> PROBLEM:
Please restate each line of the material word for word and omit any pictures.
· · · · · · ·
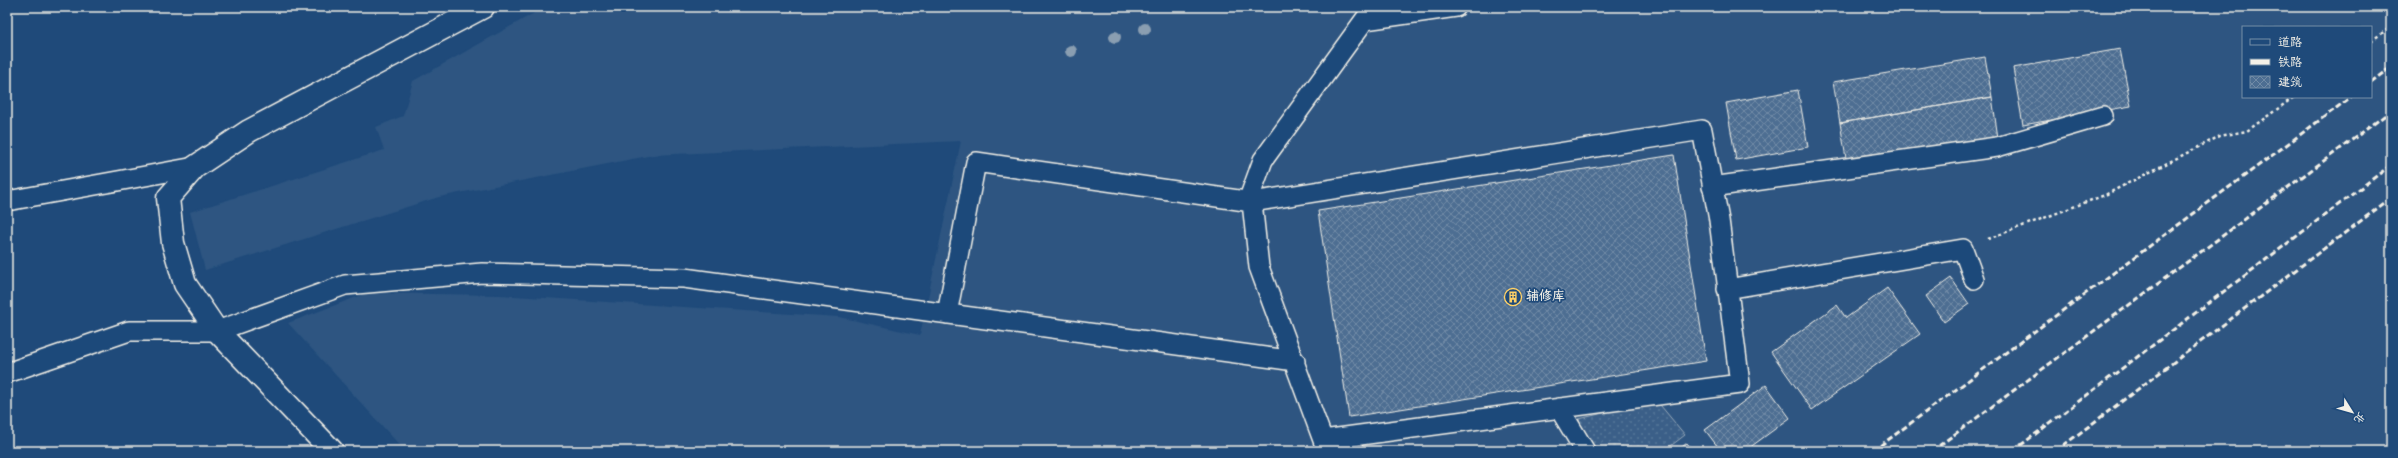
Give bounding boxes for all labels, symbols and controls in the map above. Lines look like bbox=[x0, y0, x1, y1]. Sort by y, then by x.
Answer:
legend bbox=[2242, 26, 2372, 98]
text: 道路 bbox=[2278, 35, 2302, 52]
text: 铁路 bbox=[2278, 55, 2302, 72]
text: 建筑 bbox=[2278, 75, 2302, 92]
building icon: 辅修库 bbox=[1503, 287, 1523, 307]
place label: 辅修库 bbox=[1526, 288, 1565, 307]
north arrow bbox=[2332, 392, 2372, 432]
text: 北 bbox=[2349, 408, 2368, 426]

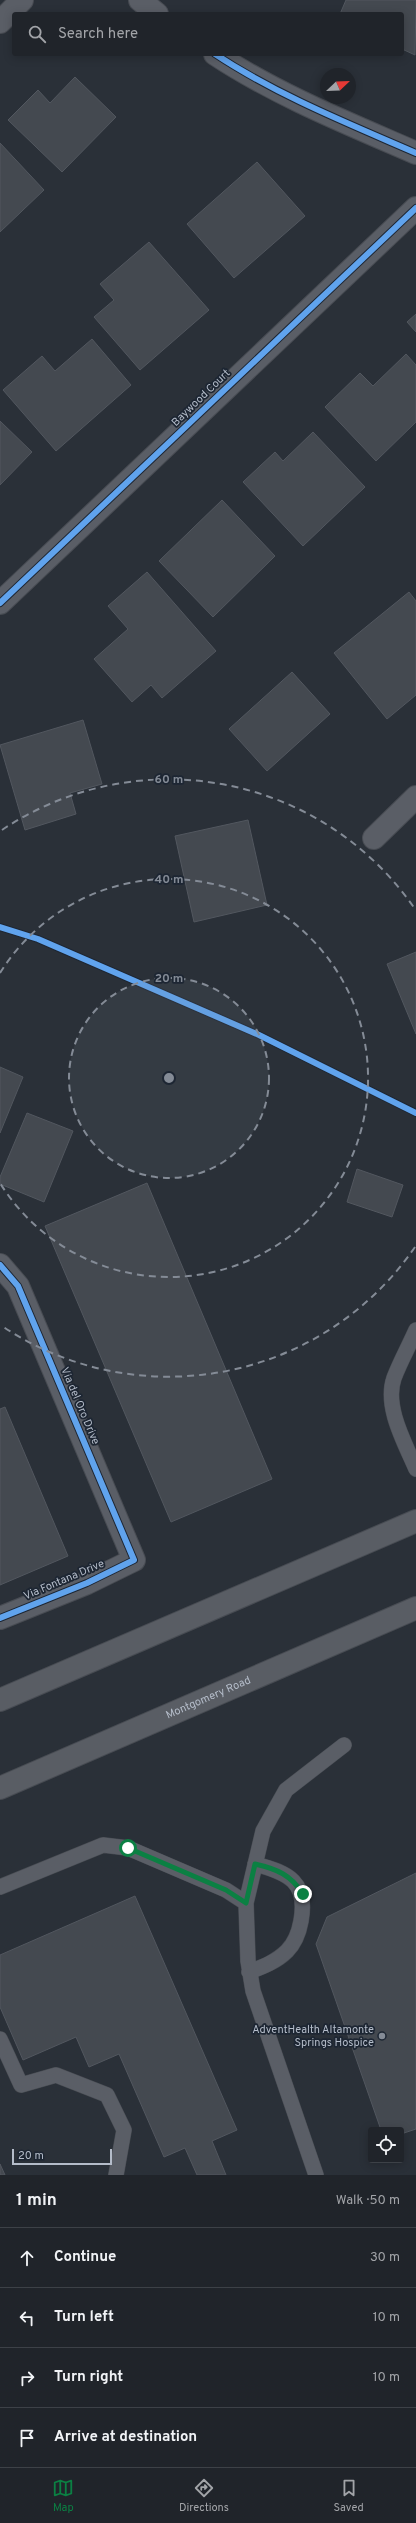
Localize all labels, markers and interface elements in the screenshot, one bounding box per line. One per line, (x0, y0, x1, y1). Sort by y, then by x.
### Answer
search box (12, 12, 404, 56)
icon: search (26, 23, 48, 45)
text: Search here (58, 25, 138, 44)
north arrow (320, 68, 356, 104)
street label: Baywood Court (169, 366, 233, 430)
text: 60 m (155, 772, 183, 788)
text: 40 m (154, 872, 184, 888)
text: 20 m (155, 971, 183, 987)
centre of rings (162, 1071, 176, 1085)
street label: Via del Oro Drive (57, 1365, 103, 1447)
street label: Via Fontana Drive (21, 1557, 107, 1603)
street label: Montgomery Road (164, 1673, 253, 1722)
route start (119, 1839, 137, 1857)
route end (294, 1885, 312, 1903)
place label: AdventHealth Altamonte Springs Hospice (252, 2023, 374, 2050)
marker: AdventHealth Altamonte Springs Hospice (377, 2031, 387, 2041)
map controls (368, 2127, 404, 2163)
button: locate (368, 2127, 404, 2163)
scale bar (12, 2147, 112, 2166)
text: 20 m (18, 2149, 44, 2163)
text: 1 min (16, 2190, 57, 2212)
text: Walk · 50 m (336, 2193, 400, 2209)
icon: ahead (16, 2247, 38, 2269)
text: Continue (54, 2248, 116, 2267)
text: 30 m (370, 2250, 400, 2266)
icon: left (16, 2307, 38, 2329)
text: Turn left (54, 2308, 114, 2327)
text: 10 m (373, 2310, 400, 2326)
icon: right (16, 2367, 38, 2389)
text: Turn right (54, 2368, 123, 2387)
text: 10 m (373, 2370, 400, 2386)
icon: arrive (16, 2427, 38, 2449)
text: Arrive at destination (54, 2428, 197, 2447)
tab: Map (52, 2477, 74, 2515)
tab: Directions (179, 2477, 229, 2515)
tab: Saved (333, 2477, 364, 2515)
· · · · · · ·
> REPLY:
Give bounding boxes for all labels, symbols and controls in the map above. Lines look like bbox=[x0, y0, x1, y1]. Sort by y, then by x.
Answer:
legend bbox=[2242, 26, 2372, 98]
text: 道路 bbox=[2278, 35, 2302, 52]
text: 铁路 bbox=[2278, 55, 2302, 72]
text: 建筑 bbox=[2278, 75, 2302, 92]
building icon: 辅修库 bbox=[1503, 287, 1523, 307]
place label: 辅修库 bbox=[1526, 288, 1565, 307]
north arrow bbox=[2332, 392, 2372, 432]
text: 北 bbox=[2349, 408, 2368, 426]

Localize all labels, markers and interface elements in the screenshot, one bounding box per line. One per line, (x0, y0, x1, y1). Sort by y, then by x.
### Answer
search box (12, 12, 404, 56)
icon: search (26, 23, 48, 45)
text: Search here (58, 25, 138, 44)
north arrow (320, 68, 356, 104)
street label: Baywood Court (169, 366, 233, 430)
text: 60 m (155, 772, 183, 788)
text: 40 m (154, 872, 184, 888)
text: 20 m (155, 971, 183, 987)
centre of rings (162, 1071, 176, 1085)
street label: Via del Oro Drive (57, 1365, 103, 1447)
street label: Via Fontana Drive (21, 1557, 107, 1603)
street label: Montgomery Road (164, 1673, 253, 1722)
route start (119, 1839, 137, 1857)
route end (294, 1885, 312, 1903)
place label: AdventHealth Altamonte Springs Hospice (252, 2023, 374, 2050)
marker: AdventHealth Altamonte Springs Hospice (377, 2031, 387, 2041)
map controls (368, 2127, 404, 2163)
button: locate (368, 2127, 404, 2163)
scale bar (12, 2147, 112, 2166)
text: 20 m (18, 2149, 44, 2163)
text: 1 min (16, 2190, 57, 2212)
text: Walk · 50 m (336, 2193, 400, 2209)
icon: ahead (16, 2247, 38, 2269)
text: Continue (54, 2248, 116, 2267)
text: 30 m (370, 2250, 400, 2266)
icon: left (16, 2307, 38, 2329)
text: Turn left (54, 2308, 114, 2327)
text: 10 m (373, 2310, 400, 2326)
icon: right (16, 2367, 38, 2389)
text: Turn right (54, 2368, 123, 2387)
text: 10 m (373, 2370, 400, 2386)
icon: arrive (16, 2427, 38, 2449)
text: Arrive at destination (54, 2428, 197, 2447)
tab: Map (52, 2477, 74, 2515)
tab: Directions (179, 2477, 229, 2515)
tab: Saved (333, 2477, 364, 2515)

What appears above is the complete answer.